Il governo e l’Aran stanno cercando di chiudere velocemente la parte normativa del CCNL del 2018-21, che andrebbe ad attuarsi per il futuro, e la residuale parte economica di 300 milioni di euro spostati dal “merito” agli aumenti stipendiali generalizzati. Non si parla di investimenti sostanziali per il 2024 a favore del personale della scuola. La difficile situazione economica non fa sperare in grandi aperture. Altre sono le emergenze da affrontare, emergenze spesso legate al peso politico di lobbies legate a specifiche categorie e a una riforma della fiscalità che rischia di ridurre le risorse disponibili nel bilancio dello Stato nei prossimi anni.
In questo contesto fa pensare la proposta della Flc-CGIL che vorrebbe utilizzare parte delle risorse (poche) disponibili per gli aumenti contrattuali (15-10 euro, se va bene) per riconoscere al precariato la possibilità di usufruire dei permessi per motivi familiari che ora sono previsti solo per il personale di ruolo.
Ottimo proposito, ma crea non poche perplessità il metodo “solidaristico” che si vorrebbe attuare togliendo parte degli aumenti stipendiali per coprire i costi del riconoscimento dei permessi per il personale precario. Di fatto il sindacato, invece di rivendicare risorse per la sacrosanta equiparazione dei diritti tra personale di ruolo e personale precario, si accontenta di accettare le condizioni imposte dal governo di fatto autotassando il personale di ruolo per redistribuire le briciole al personale precario.
E’ un sintomo preoccupante della debolezza del sindacato anche perché la questione dei permessi per motivi di famiglia o personali, tre giorni annui più altri sei giorni scalabili dalle ferie, è spesso oggetto di scontro tra dirigenti scolastici e richiedenti. Infatti i dirigenti scolastici non infrequentemente cercano di limitare la concessione dei tre giorni rifiutandosi di concedere i sei giorni di ferie che dovrebbero essere utilizzati con le modalità dei tre giorni previsti per motivi personali adducendo presunti oneri per l’amministrazione non riconosciuti dal CCNL.

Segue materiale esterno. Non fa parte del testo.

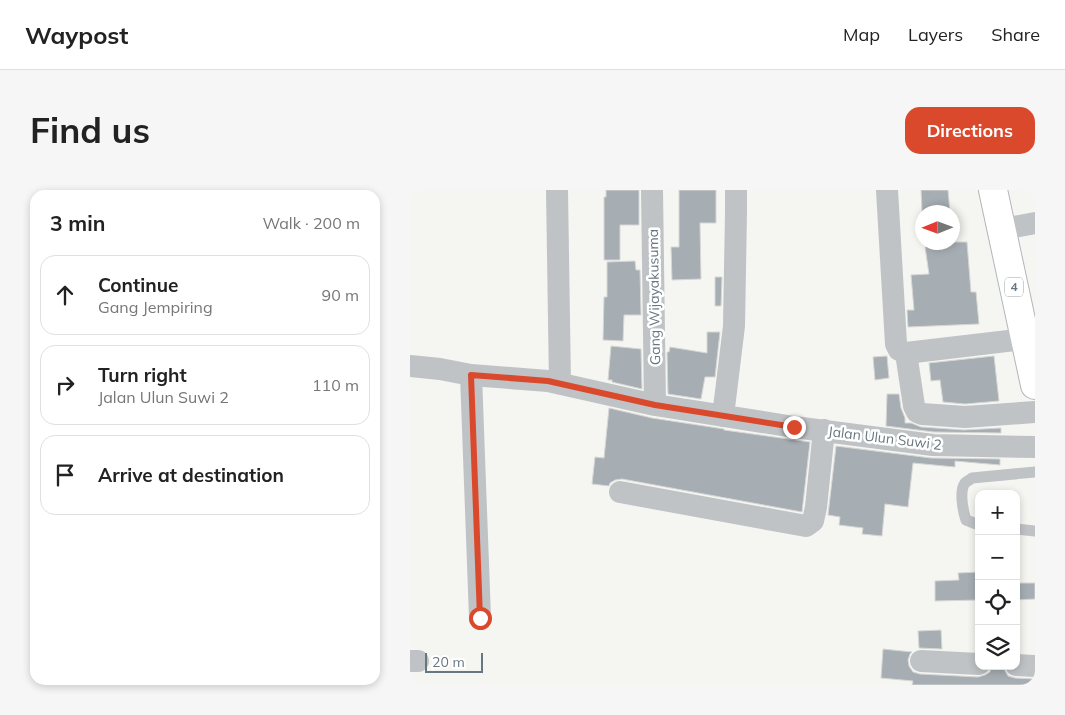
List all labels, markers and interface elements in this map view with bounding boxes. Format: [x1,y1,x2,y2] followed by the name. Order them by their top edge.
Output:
[25,20,128,50] text: Waypost
[843,23,880,46] text: Map
[908,23,963,46] text: Layers
[991,23,1040,46] text: Share
[905,107,1035,154] button: Directions
[30,108,150,152] text: Find us
[915,205,960,250] north arrow
[50,210,105,236] text: 3 min
[262,213,360,233] text: Walk · 200 m
[644,229,664,365] street label: Gang Wijayakusuma
[98,273,178,297] text: Continue
[1005,278,1023,296] road number: 4
[51,281,79,309] icon: ahead
[322,285,359,305] text: 90 m
[98,297,213,317] text: Gang Jempiring
[98,363,187,387] text: Turn right
[51,371,79,399] icon: right
[312,375,359,395] text: 110 m
[98,387,229,407] text: Jalan Ulun Suwi 2
[783,416,806,439] route end
[827,422,943,454] street label: Jalan Ulun Suwi 2
[51,461,79,489] icon: arrive
[98,463,284,487] text: Arrive at destination
[975,490,1020,670] map controls
[975,490,1020,535] button: +
[975,535,1020,580] button: −
[975,580,1020,625] button: locate
[469,607,492,630] route start
[975,625,1020,670] button: layers
[425,650,482,673] scale bar
[432,653,465,671] text: 20 m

Non è solo un problema per i precari, ma di tutto il personale docente.
Mentre nei grandi paesi europei monta la contestazione sociale contro le “riforme” finalizzate alla riduzione dello stato sociale e dei diritti e dei salari dei lavoratori, in Italia tutto tace.
Nel mondo della scuola si assiste ad una acquiescenza preoccupante di fronte all’aumento dei carichi di lavoro, delle responsabilità in capo ai docenti e alle infinite riforme che stanno cambiando in peggio la qualità del lavoro degli insegnanti riducendone l’autonomia e la libertà.
E’ una responsabilità dei grandi sindacati, ma anche del silenzio e dell’inerzia del personale della scuola schiacciato dall’autoritarismo di tanti dirigenti, dalla burocrazia dilagante e dalla perdita del riconoscimento sociale della professione.
Qualche volta bisognerebbe trovare il coraggio di dire no.